Assignment:
Scan the data below and copy each line where "linejoin" occurs.

START Provided material

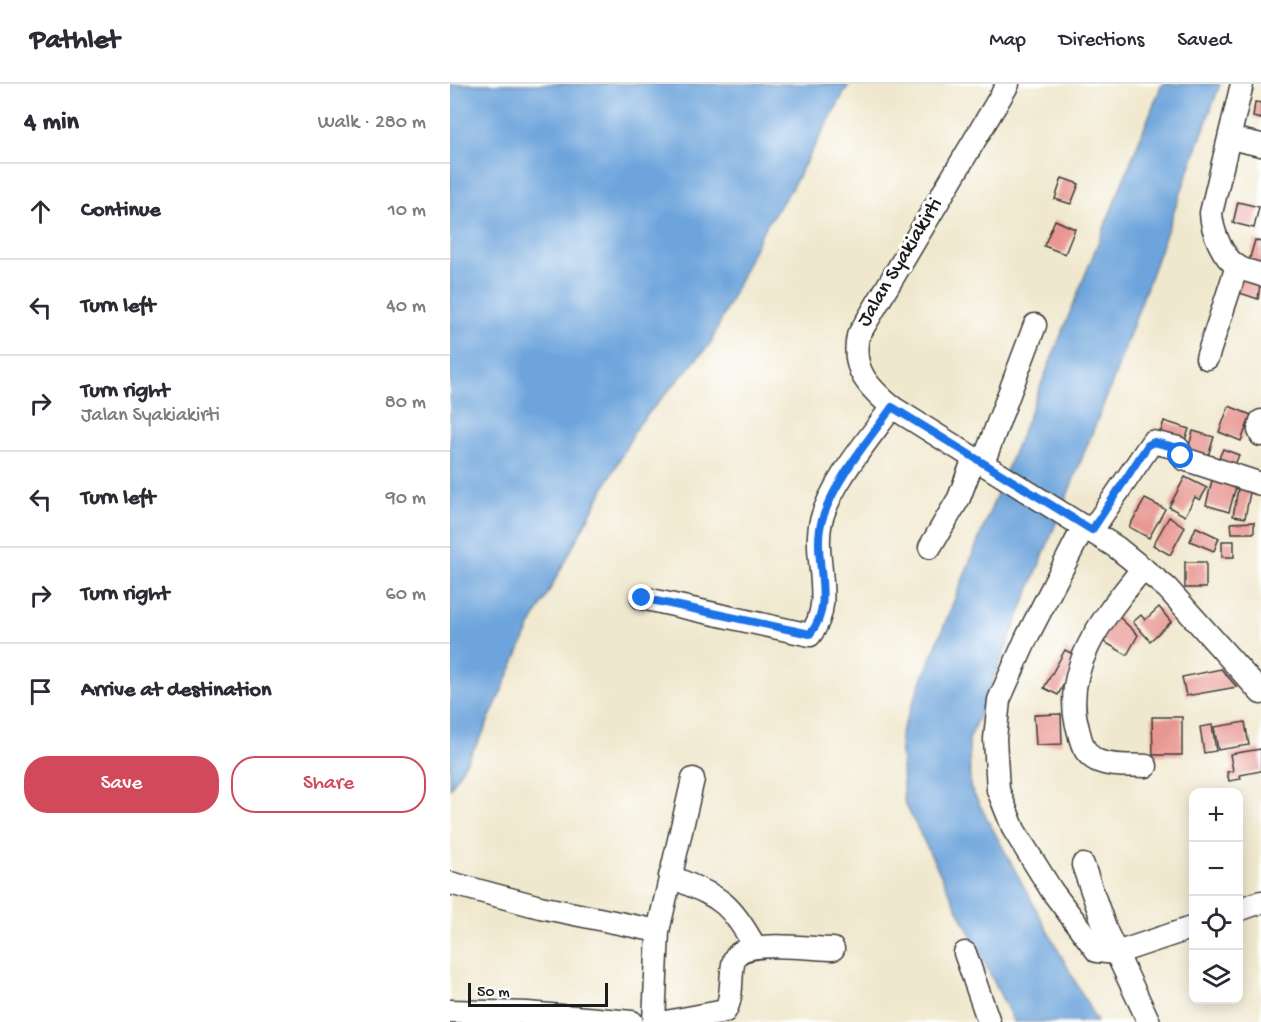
<!DOCTYPE html>
<html lang="en">
<head>
<meta charset="utf-8">
<style>
	body { margin:0; font-family:"Gochi Hand",sans-serif; background:#f7f7f7; color:#2b2b33 }
	.controls { position:absolute; right:18px; bottom:18px; display:grid; overflow:hidden; border-radius:12px; box-shadow:0 3px 15px #0003 }
	.controls button { width:54px; height:54px; display:grid; place-items:center; padding:0; border:0; border-bottom:2px solid #e1e1e2; background:#fff; color:#2b2b33; font:30px sans-serif }
	.scale { position:absolute; left:18px; bottom:15px; width:140px; box-sizing:border-box; padding-left:6px; border:3px solid #1c1c1c; border-top:0; font-size:16px; line-height:21px; white-space:nowrap; color:#1c1c1c; -webkit-text-stroke:4px #fff; paint-order:stroke }
	.stop { position:absolute; width:18px; height:18px; margin:-14px; border:4px solid #1a73e8; border-radius:50%; background:#fff }
	.stop.end { background:#1a73e8; border-color:#fff; box-shadow:0 2px 6px #0008 }
	.list { margin:0; padding:0; list-style:none }
	h2 { display:flex; justify-content:space-between; align-items:center; height:78px; margin:0; padding:0 24px; font-size:26px }
	h2 small { font-size:20px; font-weight:400; color:#7c7c81 }
	.list li { display:grid; grid-template-columns:39px 1fr auto; gap:18px; align-items:center; box-sizing:border-box; height:96px; padding:0 24px; border-top:2px solid #e1e1e2 }
	.list b { display:block; font-size:22px; white-space:nowrap }
	.list p { margin:0; font-size:20px; white-space:nowrap; color:#7c7c81 }
	.list em { font-size:20px; font-style:normal; color:#7c7c81 }
	.actions { display:flex; gap:12px; padding:18px 24px }
	.actions a { flex:1; padding:14px 0; border:2px solid #d1495b; border-radius:24px; text-align:center; font-size:21px; color:#d1495b }
	.actions .main { background:#d1495b; color:#fff }
	.icon { flex:none; width:33px; height:33px; fill:none; stroke:currentColor; stroke-width:2; stroke-linecap:round; stroke-linejoin:round }
	.map { position:relative; flex:none; width:811px; height:938px; overflow:hidden }
	header { display:flex; align-items:center; gap:36px; box-sizing:border-box; height:84px; padding:0 30px; background:#fff; border-bottom:2px solid #e1e1e2 }
	header strong { font-size:28px }
	nav { display:flex; gap:33px; margin-inline-start:auto; font-size:21px }
	main { display:flex }
	aside { flex:1; background:#fff }
	.map>svg:first-child { display:block }
</style>
</head>
<body>
<header>
<strong>Pathlet</strong>
<nav><a>Map</a><a>Directions</a><a>Saved</a></nav>
</header>
<main>
<aside>
<h2>4 min<small>Walk · 280 m</small></h2>
<ul class="list">
<li><svg class="icon" aria-label="ahead" viewBox="0 0 24 24"><path d="M12 20V5M6 11l6-6 6 6"/></svg><div><b>Continue</b></div><em>10 m</em></li>
<li><svg class="icon" aria-label="left" viewBox="0 0 24 24"><path d="M17 20v-9H6M10 6l-5 5 5 5"/></svg><div><b>Turn left</b></div><em>40 m</em></li>
<li><svg class="icon" aria-label="right" viewBox="0 0 24 24"><path d="M7 20v-9h11M14 6l5 5-5 5"/></svg><div><b>Turn right</b><p>Jalan Syakiakirti</p></div><em>80 m</em></li>
<li><svg class="icon" aria-label="left" viewBox="0 0 24 24"><path d="M17 20v-9H6M10 6l-5 5 5 5"/></svg><div><b>Turn left</b></div><em>90 m</em></li>
<li><svg class="icon" aria-label="right" viewBox="0 0 24 24"><path d="M7 20v-9h11M14 6l5 5-5 5"/></svg><div><b>Turn right</b></div><em>60 m</em></li>
<li><svg class="icon" aria-label="arrive" viewBox="0 0 24 24"><path d="M6 21V4h12l-3 4 3 4H6"/></svg><div><b>Arrive at destination</b></div></li>
</ul>
<div class="actions"><a class="main">Save</a><a>Share</a></div>
</aside>
<div class="map">
<svg width="811" height="938" viewBox="0 0 811 938">
	<rect width="100%" height="100%" fill="#fff"/>
	<filter id="ink" filterUnits="userSpaceOnUse"><feTurbulence type="fractalNoise" baseFrequency=".0167" numOctaves="2"/><feDisplacementMap in="SourceGraphic" scale="12" xChannelSelector="R" yChannelSelector="G"/><feConvolveMatrix kernelMatrix="1 2 1 2 8 2 1 2 1" color-interpolation-filters="sRGB"/></filter>
	<filter id="wash" filterUnits="userSpaceOnUse"><feTurbulence type="fractalNoise" baseFrequency=".008" numOctaves="4" result="noise"/><feDisplacementMap in="SourceGraphic" scale="24" xChannelSelector="R" yChannelSelector="G"/><feGaussianBlur stdDeviation="1.35" result="paint"/><feColorMatrix in="noise" values="0 0 0 0 0 0 0 0 0 0 0 0 0 0 0 0 0 1.4 0 .05"/><feComposite in="paint" operator="in"/></filter>
	<g filter="url(#wash)">
		<rect width="100%" height="100%" fill="#f0e8ce"/>
		<!-- water -->
		<g fill="#6da4db" stroke="#44607c" stroke-width="1.5">
			<polygon points="0,0 399,0 341,105 312,148 260,260 188,341 81,541 32,651 0,705"/>
			<polygon points="712,0 770,0 661,302 519,656 520,703 647,938 564,938 454,717 450,651"/>
		</g>
		<g id="blocks">
			<!-- building -->
			<g fill="#e89691">
				<polygon points="805,18 811,19 811,35 803,33"/>
				<polygon points="612,94 629,100 621,120 605,115"/>
				<polygon points="788,118 809,123 804,144 783,139"/>
				<polygon points="605,136 625,145 615,170 594,162"/>
				<polygon points="805,156 811,158 811,188 797,184"/>
				<polygon points="790,186 811,193 808,215 784,207"/>
				<polygon points="779,322 801,331 791,357 769,348"/>
				<polygon points="714,337 739,345 733,362 709,353"/>
				<polygon points="743,347 764,353 757,375 737,370"/>
				<polygon points="773,365 789,371 782,388 766,381"/>
				<polygon points="764,388 788,395 779,428 756,421"/>
				<polygon points="735,393 757,404 750,416 745,413 735,432 719,423"/>
				<polygon points="789,400 801,403 795,434 783,432"/>
				<polygon points="695,415 715,425 699,454 679,443"/>
				<polygon points="719,433 735,443 720,471 703,461"/>
				<polygon points="804,438 804,449 782,449 781,439"/>
				<polygon points="746,443 769,454 764,467 740,457"/>
				<rect x="772" y="457" width="12" height="16"/>
				<rect x="735" y="478" width="21" height="26"/>
				<polygon points="709,523 721,538 700,557 683,538 691,531 695,536"/>
				<polygon points="666,530 688,551 677,571 651,556"/>
				<polygon points="615,566 628,573 608,611 594,604"/>
				<polygon points="771,585 787,603 736,612 732,593"/>
				<polygon points="611,630 612,660 586,661 584,631"/>
				<polygon points="702,633 732,633 732,671 703,671"/>
				<polygon points="795,638 799,661 768,666 764,643"/>
				<polygon points="762,641 766,667 754,669 750,643"/>
				<polygon points="811,665 811,687 790,691 791,695 779,697 777,688 783,687 780,670"/>
			</g>
		</g>
	</g>
	<g filter="url(#ink)">
		<use href="#blocks" fill-opacity="0" stroke="#3c3b37" stroke-width="1.5"/>
		<g fill="none" stroke-linecap="round" stroke-linejoin="round">
			<!-- minor casing -->
			<g stroke="#3c3b37" stroke-width="25">
				<g id="minor">
					<path d="M558,0L408,252C401,285 418,303 442,323L666,463L717,504L811,609"/>
					<path d="M792,0L761,129C762,147 772,173 788,183C795,187 804,188 811,191"/>
					<polyline points="780,54 811,61"/>
					<polyline points="757,274 787,182"/>
					<polyline points="811,337 809,346 811,351"/>
					<polyline points="533,379 585,241"/>
					<polyline points="634,442 577,553 549,616 545,655 548,706 564,746 602,807 647,867 666,869 744,843"/>
					<polyline points="642,446 702,358 728,364 734,375 811,400"/>
					<polyline points="480,463 509,414 524,374"/>
					<path d="M693,484C657,529 610,583 628,645C631,657 633,669 646,676C660,683 680,681 696,682"/>
					<path d="M192,514L360,551C386,519 362,474 371,437C381,399 419,355 442,323"/>
					<polyline points="633,781 656,847 699,938"/>
					<path d="M220,792C269,814 278,814 305,863"/>
					<polyline points="0,799 90,823 208,847"/>
					<polyline points="788,826 811,818"/>
					<polyline points="515,869 539,938"/>
					<polyline points="0,927 77,929 182,938"/>
					<polyline points="204,938 208,847 243,695"/>
					<path d="M216,938L275,927C284,912 279,893 284,876C290,854 362,865 383,865"/>
				</g>
			</g>
			<!-- minor -->
			<use href="#minor" stroke="#fff" stroke-width="22"/>
		</g>
	</g>
	<g fill="none" stroke-linecap="round" stroke-linejoin="round" filter="url(#ink)">
		<!-- route -->
		<path stroke="#1a73e8" stroke-width="8" d="M192,514L360,550C388,517 359,471 373,433C387,393 418,357 442,323L642,446L698,361L704,358L728,364L731,372"/>
	</g>
	<g text-anchor="middle" dominant-baseline="central" stroke-width="6" stroke-linejoin="round" paint-order="stroke">
		<!-- street labels -->
		<g font-size="21" fill="#1c1c1c" stroke="#fff">
			<text transform="translate(451 179) rotate(-59)">Jalan Syakiakirti</text>
		</g>
	</g>
</svg>
<div class="controls">
<button>+</button>
<button>−</button>
<button><svg class="icon" aria-label="locate" viewBox="0 0 24 24"><circle cx="12" cy="12" r="6"/><path d="M12 2v4M12 18v4M2 12h4M18 12h4"/></svg></button>
<button><svg class="icon" aria-label="layers" viewBox="0 0 24 24"><path d="M12 4l9 5-9 5-9-5zM3 14l9 5 9-5"/></svg></button>
</div>
<div class="scale">50 m</div>
<div class="stop" style="left:731px;top:372px"></div>
<div class="stop end" style="left:192px;top:514px"></div>
</div>
</main>
</body>
</html>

END Provided material

Exercise answer:
	.icon { flex:none; width:33px; height:33px; fill:none; stroke:currentColor; stroke-width:2; stroke-linecap:round; stroke-linejoin:round }
		<g fill="none" stroke-linecap="round" stroke-linejoin="round">
	<g fill="none" stroke-linecap="round" stroke-linejoin="round" filter="url(#ink)">
	<g text-anchor="middle" dominant-baseline="central" stroke-width="6" stroke-linejoin="round" paint-order="stroke">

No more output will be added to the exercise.